> **WHAT YOU WILL DO**: In the records below, tally every line containing "stream". Report only the total.

> **DATASET CONTENT**:
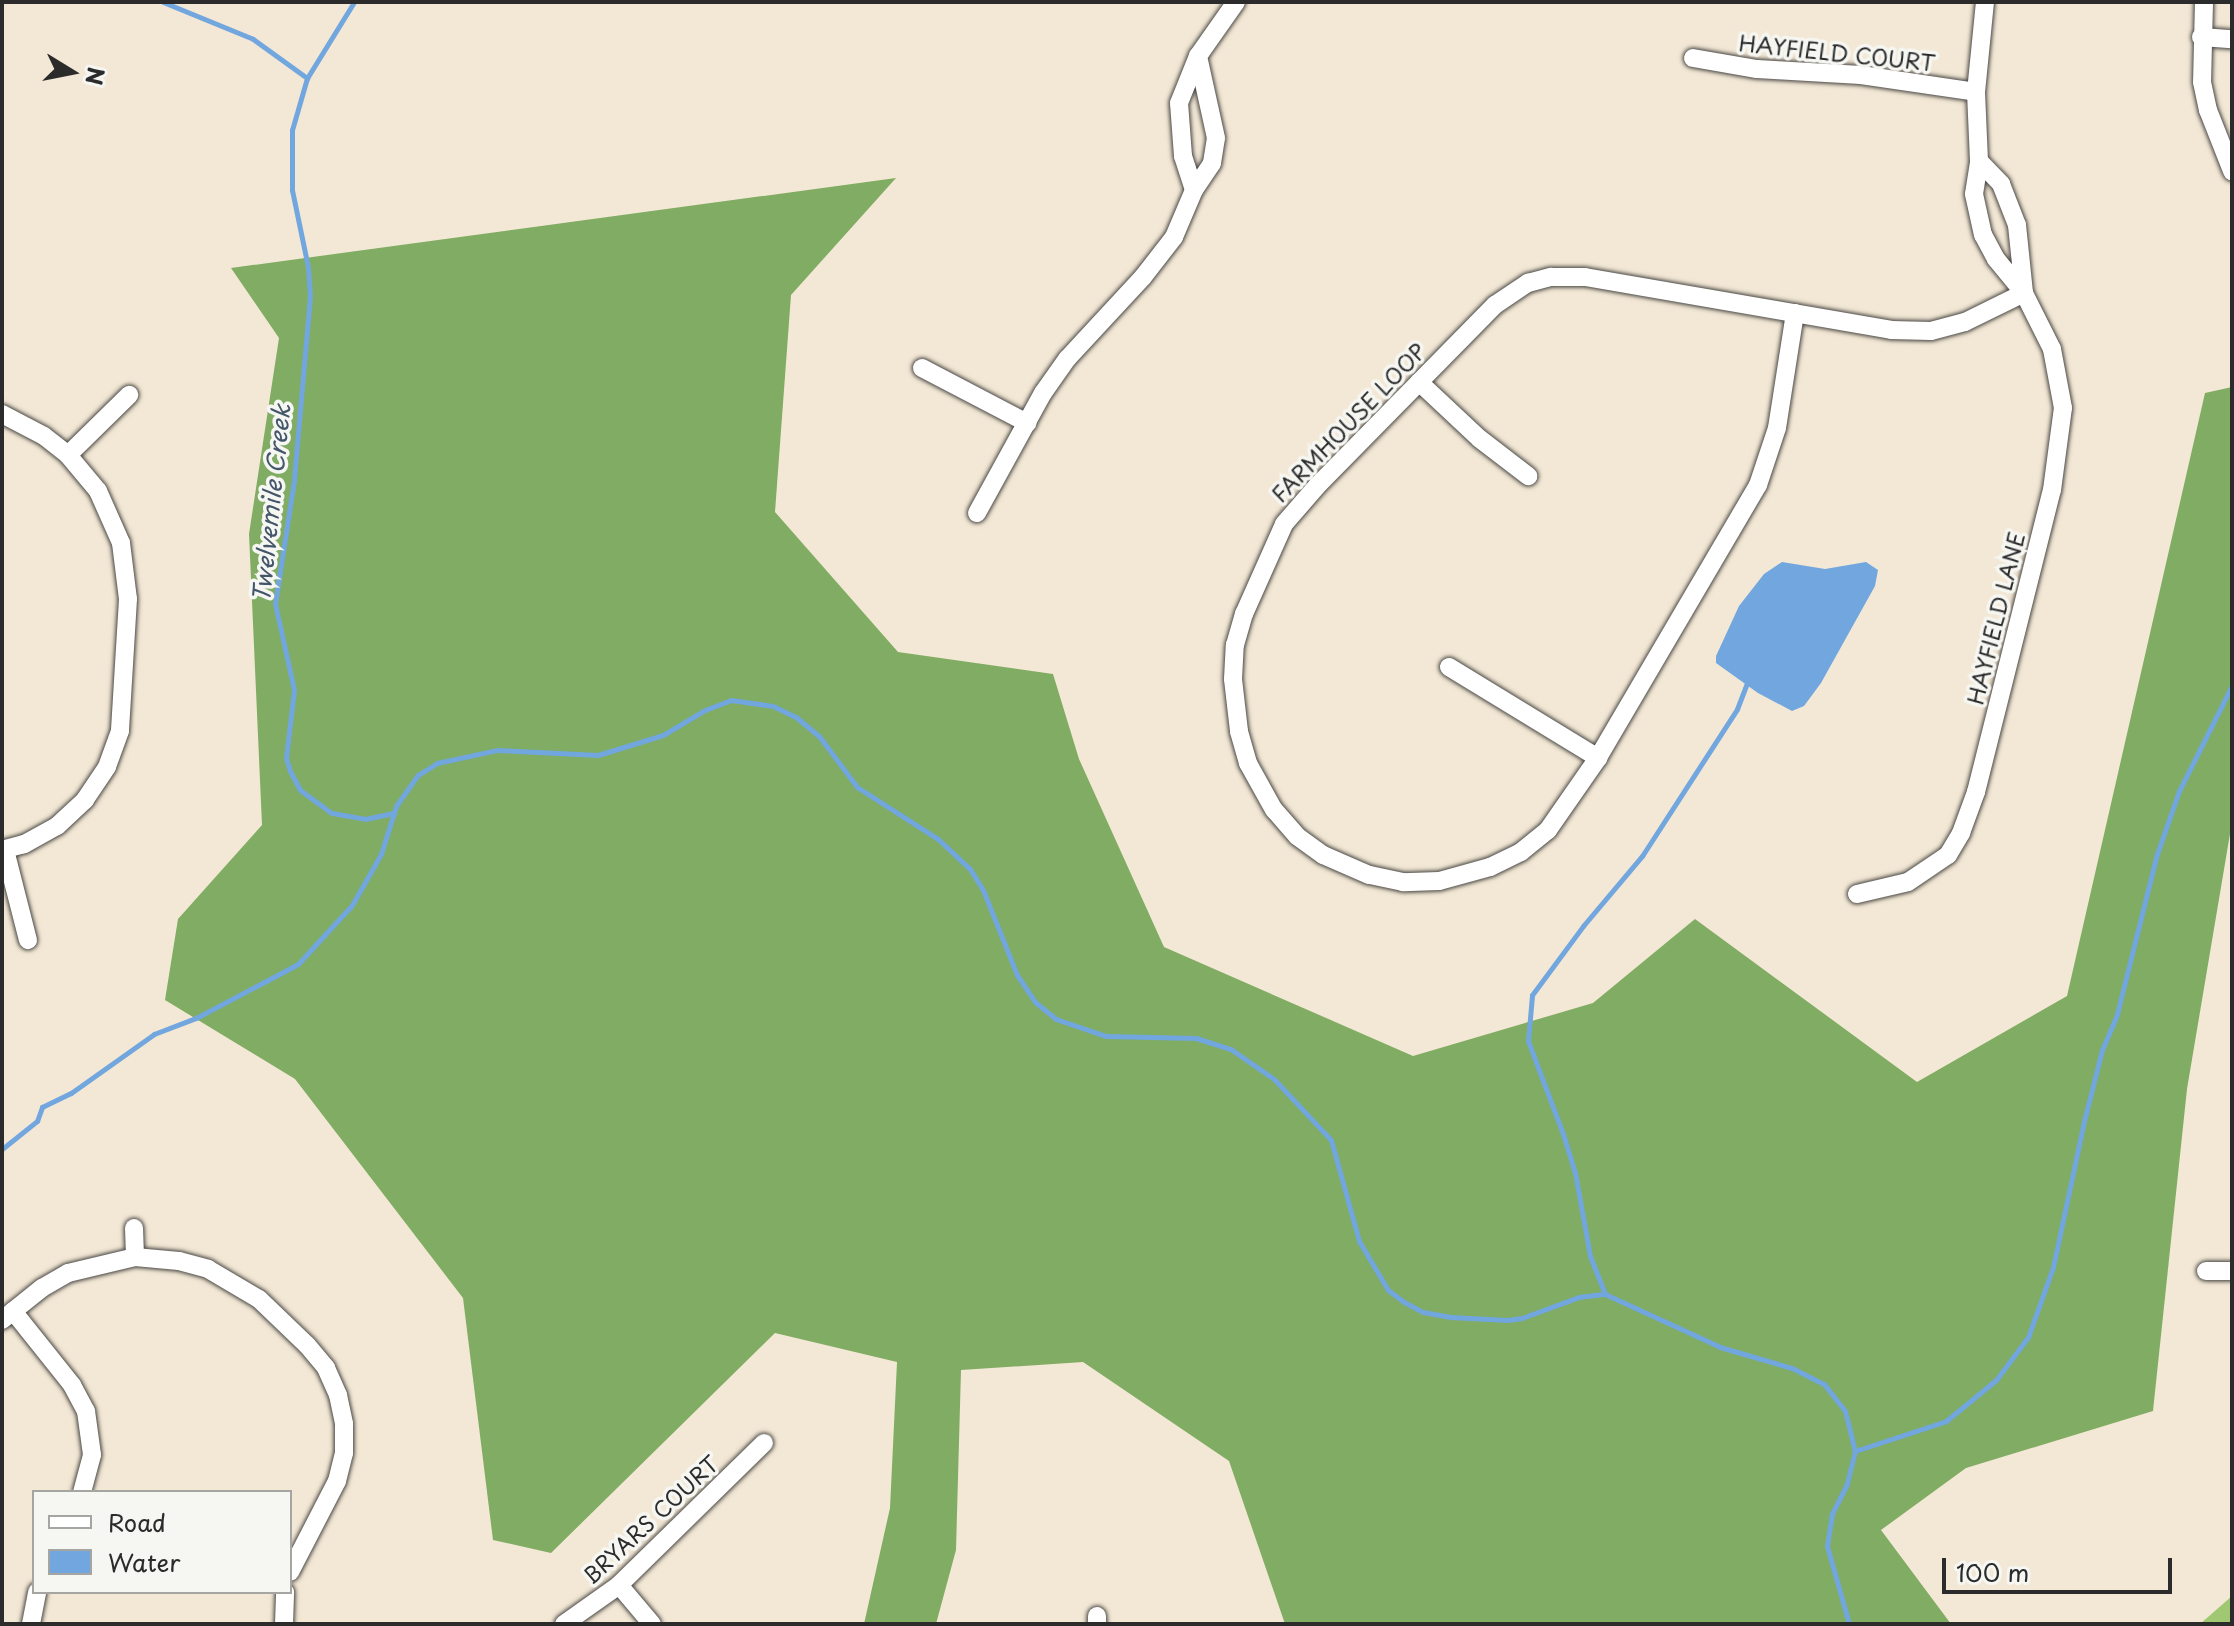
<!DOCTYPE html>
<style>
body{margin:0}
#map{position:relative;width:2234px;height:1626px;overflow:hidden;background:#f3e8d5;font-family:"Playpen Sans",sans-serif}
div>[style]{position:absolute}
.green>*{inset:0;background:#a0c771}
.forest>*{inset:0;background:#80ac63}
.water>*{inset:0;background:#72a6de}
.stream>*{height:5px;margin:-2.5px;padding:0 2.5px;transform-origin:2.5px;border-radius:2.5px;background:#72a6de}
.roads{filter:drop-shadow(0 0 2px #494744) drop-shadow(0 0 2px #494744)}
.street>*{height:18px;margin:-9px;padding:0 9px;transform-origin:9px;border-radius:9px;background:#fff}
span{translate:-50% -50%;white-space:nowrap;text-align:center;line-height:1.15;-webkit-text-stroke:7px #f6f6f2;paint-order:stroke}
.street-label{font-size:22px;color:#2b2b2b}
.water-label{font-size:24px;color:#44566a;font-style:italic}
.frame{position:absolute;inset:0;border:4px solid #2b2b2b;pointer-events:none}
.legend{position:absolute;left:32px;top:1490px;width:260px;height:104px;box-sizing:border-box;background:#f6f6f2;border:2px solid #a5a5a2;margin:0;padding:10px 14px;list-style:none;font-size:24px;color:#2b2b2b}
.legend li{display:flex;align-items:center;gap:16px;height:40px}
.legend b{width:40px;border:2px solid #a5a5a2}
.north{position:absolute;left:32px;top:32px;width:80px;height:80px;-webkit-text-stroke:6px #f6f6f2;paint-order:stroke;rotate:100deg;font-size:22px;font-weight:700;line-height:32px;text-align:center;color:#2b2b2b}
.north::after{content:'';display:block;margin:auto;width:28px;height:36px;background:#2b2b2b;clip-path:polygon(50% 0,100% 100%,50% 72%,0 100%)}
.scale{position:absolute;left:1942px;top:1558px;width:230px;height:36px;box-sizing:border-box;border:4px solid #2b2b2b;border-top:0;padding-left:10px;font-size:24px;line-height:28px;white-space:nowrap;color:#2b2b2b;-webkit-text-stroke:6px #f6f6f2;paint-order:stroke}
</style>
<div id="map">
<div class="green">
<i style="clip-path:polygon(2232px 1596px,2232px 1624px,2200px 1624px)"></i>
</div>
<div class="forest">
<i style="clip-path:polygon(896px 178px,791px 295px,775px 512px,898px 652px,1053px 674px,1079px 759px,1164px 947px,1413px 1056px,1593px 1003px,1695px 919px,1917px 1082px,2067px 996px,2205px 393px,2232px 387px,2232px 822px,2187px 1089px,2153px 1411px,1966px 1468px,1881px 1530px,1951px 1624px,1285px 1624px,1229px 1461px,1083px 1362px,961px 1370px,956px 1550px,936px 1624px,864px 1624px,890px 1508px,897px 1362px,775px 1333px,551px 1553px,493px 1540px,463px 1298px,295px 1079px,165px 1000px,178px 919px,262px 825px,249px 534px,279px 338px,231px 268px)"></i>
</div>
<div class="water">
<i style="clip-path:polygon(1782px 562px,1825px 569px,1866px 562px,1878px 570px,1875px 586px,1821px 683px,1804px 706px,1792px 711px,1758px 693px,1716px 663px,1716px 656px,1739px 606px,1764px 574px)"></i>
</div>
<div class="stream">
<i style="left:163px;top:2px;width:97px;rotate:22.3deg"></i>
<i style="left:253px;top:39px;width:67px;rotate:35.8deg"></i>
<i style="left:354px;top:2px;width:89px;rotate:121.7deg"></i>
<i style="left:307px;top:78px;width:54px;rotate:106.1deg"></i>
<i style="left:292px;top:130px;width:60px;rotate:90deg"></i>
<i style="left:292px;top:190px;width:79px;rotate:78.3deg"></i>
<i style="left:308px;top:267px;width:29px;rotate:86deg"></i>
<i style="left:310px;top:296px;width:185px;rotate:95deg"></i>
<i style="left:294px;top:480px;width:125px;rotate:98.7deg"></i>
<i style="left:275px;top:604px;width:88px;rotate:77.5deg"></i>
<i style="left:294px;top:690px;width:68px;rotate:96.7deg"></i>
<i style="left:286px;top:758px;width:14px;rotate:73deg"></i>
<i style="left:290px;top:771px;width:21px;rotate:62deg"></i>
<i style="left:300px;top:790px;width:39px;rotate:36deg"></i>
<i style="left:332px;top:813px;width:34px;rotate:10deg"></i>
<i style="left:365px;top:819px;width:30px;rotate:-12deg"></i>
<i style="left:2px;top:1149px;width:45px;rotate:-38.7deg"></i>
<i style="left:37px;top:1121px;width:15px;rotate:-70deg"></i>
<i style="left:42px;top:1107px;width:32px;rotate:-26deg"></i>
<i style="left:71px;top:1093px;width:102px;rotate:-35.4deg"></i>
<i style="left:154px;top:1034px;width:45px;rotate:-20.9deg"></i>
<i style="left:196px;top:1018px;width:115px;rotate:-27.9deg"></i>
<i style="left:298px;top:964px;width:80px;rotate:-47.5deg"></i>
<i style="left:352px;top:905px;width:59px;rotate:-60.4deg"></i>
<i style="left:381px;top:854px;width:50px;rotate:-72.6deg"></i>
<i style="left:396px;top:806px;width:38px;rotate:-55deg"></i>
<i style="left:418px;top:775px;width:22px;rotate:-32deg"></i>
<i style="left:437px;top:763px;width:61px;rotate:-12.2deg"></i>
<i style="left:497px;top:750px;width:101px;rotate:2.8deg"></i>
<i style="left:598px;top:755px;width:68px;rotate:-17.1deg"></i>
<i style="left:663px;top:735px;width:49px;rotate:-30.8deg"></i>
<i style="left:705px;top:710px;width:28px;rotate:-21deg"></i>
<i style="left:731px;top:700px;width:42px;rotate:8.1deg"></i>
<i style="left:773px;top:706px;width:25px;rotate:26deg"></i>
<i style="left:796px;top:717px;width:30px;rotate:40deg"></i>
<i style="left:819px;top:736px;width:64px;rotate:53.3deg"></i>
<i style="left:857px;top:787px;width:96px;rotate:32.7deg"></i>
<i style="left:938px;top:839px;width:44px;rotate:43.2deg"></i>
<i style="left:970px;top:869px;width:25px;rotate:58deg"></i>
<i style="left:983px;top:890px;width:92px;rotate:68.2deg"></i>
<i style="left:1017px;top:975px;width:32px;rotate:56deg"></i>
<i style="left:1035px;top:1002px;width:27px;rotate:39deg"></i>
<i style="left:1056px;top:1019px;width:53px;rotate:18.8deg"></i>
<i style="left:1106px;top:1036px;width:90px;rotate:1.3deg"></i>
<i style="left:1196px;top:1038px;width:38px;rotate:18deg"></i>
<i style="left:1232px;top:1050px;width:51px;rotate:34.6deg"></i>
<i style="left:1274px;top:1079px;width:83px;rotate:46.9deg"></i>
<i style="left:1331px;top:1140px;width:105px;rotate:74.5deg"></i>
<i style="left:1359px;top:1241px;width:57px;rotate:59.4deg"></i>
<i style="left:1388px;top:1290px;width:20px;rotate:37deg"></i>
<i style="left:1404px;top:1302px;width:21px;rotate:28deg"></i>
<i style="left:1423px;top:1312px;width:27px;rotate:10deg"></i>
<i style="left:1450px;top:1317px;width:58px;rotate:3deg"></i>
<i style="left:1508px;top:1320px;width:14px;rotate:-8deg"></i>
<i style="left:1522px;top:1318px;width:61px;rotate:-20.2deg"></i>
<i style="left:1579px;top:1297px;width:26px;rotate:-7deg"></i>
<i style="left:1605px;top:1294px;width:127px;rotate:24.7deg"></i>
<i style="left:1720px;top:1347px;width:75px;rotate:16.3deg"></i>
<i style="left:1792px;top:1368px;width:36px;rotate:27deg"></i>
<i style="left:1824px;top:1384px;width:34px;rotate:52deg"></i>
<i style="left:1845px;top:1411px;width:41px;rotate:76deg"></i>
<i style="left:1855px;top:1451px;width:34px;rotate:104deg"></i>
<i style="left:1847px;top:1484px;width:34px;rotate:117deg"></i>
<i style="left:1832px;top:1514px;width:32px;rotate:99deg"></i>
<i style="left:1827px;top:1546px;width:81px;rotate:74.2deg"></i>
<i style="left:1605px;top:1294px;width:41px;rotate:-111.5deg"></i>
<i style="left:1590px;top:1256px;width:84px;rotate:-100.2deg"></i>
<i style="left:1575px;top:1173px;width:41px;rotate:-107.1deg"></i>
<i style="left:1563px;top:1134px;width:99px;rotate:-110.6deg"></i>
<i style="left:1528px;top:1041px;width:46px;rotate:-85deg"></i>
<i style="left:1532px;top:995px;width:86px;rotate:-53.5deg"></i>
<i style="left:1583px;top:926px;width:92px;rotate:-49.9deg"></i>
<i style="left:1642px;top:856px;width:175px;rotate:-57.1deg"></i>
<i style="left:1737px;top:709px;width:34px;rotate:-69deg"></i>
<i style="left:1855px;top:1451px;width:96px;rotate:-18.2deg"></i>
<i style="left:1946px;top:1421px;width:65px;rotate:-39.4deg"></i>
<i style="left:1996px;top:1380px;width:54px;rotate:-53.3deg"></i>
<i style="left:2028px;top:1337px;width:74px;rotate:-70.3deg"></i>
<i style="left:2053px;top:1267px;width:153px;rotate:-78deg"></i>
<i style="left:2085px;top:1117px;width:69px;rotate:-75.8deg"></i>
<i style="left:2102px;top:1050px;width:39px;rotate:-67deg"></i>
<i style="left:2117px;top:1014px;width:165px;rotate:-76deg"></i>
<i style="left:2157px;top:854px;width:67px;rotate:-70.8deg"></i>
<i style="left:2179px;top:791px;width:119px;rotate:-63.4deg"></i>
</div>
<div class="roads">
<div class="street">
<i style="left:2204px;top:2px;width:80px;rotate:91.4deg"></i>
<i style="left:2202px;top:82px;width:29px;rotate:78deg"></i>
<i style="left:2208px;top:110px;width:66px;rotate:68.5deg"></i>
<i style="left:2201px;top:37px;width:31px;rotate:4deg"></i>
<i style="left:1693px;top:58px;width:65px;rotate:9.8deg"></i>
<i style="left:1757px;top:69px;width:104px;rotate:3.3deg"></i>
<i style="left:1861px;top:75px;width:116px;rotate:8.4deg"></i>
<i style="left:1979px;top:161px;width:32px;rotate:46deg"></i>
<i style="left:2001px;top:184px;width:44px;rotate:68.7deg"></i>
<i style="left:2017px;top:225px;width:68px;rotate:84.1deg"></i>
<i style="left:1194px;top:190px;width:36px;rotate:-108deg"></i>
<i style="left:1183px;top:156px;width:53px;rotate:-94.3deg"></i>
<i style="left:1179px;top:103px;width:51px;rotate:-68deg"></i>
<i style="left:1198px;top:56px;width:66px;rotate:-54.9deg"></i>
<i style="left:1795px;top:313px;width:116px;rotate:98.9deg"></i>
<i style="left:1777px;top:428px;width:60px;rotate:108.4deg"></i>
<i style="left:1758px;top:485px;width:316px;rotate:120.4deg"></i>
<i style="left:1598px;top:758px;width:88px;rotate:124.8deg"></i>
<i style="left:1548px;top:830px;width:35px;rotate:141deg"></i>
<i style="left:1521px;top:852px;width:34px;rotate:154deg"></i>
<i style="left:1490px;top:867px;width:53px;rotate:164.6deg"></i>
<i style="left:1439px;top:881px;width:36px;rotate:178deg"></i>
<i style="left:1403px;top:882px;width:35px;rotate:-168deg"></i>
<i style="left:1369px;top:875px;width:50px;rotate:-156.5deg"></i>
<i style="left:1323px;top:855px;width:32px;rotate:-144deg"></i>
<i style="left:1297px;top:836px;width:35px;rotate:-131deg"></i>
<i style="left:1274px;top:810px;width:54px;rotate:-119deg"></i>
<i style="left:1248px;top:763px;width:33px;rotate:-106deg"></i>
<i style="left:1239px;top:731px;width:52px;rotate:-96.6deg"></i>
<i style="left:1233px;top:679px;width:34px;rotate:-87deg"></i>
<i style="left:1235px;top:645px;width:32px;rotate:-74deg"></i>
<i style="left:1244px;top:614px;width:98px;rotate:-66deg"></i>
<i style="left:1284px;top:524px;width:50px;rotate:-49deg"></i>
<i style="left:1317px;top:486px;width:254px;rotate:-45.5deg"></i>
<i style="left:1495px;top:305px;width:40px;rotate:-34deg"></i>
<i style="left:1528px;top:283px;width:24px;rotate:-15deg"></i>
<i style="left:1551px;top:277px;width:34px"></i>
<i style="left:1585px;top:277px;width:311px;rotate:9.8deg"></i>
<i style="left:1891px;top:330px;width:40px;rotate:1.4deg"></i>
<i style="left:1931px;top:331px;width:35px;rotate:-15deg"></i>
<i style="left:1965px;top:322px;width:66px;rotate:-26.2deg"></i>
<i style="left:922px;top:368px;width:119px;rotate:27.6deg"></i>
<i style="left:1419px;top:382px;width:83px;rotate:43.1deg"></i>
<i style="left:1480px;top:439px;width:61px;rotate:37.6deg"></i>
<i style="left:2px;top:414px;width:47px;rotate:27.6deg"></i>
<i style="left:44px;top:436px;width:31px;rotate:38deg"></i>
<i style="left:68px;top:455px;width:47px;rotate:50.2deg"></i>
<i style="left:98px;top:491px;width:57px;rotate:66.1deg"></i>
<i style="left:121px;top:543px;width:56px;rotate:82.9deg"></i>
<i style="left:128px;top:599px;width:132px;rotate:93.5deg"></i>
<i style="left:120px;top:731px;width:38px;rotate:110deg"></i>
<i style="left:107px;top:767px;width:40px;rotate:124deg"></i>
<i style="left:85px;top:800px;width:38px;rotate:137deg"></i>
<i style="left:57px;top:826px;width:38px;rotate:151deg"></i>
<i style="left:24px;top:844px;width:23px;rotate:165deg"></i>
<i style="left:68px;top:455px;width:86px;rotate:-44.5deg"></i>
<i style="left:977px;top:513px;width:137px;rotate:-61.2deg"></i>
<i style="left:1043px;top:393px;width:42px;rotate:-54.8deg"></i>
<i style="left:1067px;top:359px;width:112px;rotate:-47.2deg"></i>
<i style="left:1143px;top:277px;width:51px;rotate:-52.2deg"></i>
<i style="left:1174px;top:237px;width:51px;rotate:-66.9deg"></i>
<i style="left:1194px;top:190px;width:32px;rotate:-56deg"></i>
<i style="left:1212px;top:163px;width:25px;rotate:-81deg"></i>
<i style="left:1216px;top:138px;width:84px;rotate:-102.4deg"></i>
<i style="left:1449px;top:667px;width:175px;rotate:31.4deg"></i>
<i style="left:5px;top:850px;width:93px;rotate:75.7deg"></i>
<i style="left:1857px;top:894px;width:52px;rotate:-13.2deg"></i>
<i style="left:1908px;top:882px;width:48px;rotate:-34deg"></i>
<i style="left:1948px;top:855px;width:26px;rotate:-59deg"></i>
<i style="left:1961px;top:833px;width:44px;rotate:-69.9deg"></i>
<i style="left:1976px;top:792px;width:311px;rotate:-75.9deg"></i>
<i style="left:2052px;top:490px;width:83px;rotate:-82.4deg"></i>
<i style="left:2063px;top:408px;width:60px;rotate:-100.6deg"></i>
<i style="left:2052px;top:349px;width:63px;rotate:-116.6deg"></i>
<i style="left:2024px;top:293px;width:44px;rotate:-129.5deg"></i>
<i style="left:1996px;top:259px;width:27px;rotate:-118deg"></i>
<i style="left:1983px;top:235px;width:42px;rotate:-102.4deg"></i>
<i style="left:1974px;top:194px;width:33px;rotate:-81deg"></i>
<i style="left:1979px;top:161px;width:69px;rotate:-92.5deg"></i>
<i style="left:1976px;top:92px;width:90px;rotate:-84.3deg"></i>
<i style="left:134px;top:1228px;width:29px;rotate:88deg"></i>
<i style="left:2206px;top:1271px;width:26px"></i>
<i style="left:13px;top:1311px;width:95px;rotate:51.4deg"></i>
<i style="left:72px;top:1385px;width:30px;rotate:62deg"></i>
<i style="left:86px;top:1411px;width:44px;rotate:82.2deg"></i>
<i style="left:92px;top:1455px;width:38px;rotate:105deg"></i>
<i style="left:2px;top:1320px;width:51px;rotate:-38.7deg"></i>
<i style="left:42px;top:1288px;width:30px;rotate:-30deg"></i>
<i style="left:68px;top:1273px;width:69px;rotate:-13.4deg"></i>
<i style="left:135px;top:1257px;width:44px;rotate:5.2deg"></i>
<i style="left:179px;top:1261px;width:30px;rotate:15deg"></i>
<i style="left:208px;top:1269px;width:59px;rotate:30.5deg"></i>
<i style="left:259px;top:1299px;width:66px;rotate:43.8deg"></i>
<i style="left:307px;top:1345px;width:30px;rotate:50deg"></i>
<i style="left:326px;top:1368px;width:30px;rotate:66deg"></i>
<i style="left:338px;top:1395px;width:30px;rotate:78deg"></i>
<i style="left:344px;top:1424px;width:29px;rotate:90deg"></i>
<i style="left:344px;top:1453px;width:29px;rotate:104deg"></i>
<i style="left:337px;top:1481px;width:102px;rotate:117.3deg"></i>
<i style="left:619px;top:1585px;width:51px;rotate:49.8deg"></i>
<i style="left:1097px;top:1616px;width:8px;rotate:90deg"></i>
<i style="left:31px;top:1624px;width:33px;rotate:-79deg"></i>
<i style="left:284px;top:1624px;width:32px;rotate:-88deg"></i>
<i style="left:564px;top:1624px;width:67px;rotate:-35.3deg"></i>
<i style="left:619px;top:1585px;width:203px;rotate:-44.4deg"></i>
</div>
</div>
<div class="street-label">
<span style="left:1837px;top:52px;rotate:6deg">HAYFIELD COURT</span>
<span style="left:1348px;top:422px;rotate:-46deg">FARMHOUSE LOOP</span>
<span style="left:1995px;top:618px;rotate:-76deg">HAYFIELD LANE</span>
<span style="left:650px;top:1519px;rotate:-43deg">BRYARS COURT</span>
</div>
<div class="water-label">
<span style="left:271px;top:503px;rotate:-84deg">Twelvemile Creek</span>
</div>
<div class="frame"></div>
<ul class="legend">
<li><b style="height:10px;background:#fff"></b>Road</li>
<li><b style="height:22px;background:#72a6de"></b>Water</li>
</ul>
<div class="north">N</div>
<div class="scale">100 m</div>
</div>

> **TASK SOLUTION**: 2